▶ **Your objective**
Beneath this task are records; count the lines among them that contain the word "shadow" and answer with the number only.

Source records
Start of Block

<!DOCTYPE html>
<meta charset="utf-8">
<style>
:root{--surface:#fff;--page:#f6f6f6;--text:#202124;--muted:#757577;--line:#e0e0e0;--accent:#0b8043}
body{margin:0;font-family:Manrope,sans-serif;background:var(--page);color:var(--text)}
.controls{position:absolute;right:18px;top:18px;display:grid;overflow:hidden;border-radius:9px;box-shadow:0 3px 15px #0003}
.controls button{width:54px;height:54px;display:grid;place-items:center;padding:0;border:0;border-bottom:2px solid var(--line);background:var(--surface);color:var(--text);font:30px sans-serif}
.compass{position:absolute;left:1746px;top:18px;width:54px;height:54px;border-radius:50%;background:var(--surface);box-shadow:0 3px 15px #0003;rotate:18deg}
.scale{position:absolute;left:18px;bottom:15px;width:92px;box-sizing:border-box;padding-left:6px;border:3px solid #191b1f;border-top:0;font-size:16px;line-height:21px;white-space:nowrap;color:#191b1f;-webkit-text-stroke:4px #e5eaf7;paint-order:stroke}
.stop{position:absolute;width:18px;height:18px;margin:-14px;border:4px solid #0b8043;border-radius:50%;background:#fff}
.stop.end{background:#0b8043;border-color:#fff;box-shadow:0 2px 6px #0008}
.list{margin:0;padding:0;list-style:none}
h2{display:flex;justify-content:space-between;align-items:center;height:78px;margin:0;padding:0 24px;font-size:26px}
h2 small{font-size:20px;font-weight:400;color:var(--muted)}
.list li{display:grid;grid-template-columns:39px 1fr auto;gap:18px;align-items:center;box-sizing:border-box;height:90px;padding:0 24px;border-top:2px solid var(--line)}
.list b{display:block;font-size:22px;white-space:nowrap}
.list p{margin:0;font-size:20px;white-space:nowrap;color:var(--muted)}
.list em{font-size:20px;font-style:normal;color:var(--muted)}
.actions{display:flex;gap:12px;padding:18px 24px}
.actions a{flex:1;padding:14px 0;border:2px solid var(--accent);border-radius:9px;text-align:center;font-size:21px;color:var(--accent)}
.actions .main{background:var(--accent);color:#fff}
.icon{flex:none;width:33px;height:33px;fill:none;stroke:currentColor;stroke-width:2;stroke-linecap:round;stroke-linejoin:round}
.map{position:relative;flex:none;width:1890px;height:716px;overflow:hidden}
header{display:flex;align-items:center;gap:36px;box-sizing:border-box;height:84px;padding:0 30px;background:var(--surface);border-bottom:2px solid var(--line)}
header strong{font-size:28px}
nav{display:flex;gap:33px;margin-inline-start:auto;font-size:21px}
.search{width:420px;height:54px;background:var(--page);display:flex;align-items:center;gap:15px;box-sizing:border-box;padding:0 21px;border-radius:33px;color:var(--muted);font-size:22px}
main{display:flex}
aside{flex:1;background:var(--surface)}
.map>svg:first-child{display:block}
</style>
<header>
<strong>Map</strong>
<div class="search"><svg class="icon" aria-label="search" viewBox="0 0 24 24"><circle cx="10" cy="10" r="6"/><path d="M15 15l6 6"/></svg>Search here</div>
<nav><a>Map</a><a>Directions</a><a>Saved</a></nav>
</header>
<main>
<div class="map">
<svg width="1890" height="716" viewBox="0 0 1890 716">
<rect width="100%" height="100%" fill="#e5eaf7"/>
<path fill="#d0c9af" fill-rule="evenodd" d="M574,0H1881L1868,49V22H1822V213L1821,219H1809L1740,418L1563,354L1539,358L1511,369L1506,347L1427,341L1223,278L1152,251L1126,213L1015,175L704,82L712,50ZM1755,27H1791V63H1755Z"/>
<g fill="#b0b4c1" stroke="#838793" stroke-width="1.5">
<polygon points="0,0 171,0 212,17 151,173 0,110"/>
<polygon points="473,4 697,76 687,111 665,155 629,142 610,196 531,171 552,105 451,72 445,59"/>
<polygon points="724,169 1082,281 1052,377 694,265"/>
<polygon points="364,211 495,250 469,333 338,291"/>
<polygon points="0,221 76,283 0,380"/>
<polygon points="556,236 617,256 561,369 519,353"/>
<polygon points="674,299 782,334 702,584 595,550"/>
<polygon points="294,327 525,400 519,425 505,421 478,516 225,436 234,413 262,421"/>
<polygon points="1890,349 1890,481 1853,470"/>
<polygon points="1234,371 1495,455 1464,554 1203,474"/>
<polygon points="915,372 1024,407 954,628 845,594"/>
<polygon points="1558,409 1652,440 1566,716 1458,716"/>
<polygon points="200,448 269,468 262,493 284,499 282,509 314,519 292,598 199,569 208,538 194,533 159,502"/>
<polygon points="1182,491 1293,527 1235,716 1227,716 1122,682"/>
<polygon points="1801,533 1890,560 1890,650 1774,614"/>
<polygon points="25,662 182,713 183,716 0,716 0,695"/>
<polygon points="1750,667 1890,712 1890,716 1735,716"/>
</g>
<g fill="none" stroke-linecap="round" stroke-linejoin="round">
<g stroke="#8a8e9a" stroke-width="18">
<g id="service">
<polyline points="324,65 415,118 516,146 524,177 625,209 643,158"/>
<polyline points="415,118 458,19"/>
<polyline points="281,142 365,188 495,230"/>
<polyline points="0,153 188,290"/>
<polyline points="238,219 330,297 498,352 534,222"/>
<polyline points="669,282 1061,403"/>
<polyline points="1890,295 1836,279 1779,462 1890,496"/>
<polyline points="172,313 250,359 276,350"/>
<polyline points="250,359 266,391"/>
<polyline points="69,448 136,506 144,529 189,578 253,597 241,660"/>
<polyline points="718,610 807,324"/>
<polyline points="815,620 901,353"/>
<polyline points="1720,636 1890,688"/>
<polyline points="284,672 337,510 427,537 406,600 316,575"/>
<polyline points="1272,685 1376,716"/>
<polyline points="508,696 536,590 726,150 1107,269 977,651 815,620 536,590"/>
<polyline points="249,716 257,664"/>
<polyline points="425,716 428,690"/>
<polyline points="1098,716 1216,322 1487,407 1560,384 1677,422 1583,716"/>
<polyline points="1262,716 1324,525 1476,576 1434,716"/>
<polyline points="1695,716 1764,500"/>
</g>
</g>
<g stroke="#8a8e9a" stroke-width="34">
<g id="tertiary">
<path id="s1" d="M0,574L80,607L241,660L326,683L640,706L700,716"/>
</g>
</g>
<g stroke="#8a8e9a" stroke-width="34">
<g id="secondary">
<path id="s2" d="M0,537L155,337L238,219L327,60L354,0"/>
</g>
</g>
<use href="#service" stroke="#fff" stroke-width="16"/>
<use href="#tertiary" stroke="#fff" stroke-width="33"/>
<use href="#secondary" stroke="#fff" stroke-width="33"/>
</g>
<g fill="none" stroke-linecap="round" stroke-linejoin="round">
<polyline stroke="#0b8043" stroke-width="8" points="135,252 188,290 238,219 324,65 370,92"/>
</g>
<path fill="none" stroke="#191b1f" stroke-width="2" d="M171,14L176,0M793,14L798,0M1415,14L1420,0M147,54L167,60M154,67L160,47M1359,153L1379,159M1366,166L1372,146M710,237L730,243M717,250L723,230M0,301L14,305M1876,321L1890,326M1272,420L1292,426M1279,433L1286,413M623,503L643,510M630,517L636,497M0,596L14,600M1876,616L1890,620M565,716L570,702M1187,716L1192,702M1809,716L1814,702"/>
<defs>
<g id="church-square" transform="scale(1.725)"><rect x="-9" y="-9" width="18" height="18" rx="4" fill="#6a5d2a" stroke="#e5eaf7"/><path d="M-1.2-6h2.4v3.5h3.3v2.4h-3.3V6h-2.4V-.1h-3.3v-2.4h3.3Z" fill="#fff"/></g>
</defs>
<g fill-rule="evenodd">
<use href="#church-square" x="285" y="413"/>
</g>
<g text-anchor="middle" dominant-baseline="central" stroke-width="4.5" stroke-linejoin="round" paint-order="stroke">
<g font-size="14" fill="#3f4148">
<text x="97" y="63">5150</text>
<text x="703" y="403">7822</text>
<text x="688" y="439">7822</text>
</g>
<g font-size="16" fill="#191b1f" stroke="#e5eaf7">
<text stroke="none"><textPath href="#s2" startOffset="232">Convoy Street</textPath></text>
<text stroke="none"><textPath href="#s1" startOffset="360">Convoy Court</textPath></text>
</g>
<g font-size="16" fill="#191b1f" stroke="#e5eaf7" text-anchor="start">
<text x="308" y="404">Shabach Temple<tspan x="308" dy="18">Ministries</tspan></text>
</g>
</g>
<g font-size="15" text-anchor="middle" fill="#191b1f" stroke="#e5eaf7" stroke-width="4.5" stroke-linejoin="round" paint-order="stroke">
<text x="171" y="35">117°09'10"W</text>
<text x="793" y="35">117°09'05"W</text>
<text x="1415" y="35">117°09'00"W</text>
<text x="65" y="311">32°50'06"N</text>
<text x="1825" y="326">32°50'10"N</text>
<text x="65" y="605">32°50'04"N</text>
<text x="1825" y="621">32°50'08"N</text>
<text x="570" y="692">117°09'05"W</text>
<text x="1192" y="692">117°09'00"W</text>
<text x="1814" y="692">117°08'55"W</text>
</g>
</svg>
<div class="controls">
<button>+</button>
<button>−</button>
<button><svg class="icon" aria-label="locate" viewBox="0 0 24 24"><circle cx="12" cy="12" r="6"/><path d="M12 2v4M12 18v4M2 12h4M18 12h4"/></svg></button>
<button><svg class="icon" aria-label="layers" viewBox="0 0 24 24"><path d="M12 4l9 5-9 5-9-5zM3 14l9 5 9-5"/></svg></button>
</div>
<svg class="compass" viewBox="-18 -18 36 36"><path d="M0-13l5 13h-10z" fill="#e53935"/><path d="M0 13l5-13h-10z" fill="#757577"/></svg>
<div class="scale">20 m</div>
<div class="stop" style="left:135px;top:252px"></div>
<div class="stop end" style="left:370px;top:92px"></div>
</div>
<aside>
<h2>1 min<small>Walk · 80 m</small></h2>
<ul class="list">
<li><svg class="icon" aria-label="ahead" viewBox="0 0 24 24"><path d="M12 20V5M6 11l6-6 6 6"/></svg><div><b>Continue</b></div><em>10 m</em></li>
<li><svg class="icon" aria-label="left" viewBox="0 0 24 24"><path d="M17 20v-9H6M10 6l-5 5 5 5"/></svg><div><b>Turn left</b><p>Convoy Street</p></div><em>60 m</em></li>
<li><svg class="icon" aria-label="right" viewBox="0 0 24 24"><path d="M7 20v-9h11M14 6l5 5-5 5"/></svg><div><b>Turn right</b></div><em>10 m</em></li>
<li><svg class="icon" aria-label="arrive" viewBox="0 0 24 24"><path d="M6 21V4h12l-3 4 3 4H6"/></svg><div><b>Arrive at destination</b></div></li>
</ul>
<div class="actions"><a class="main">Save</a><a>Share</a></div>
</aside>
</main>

End of Block

▶ **Exercise answer**
3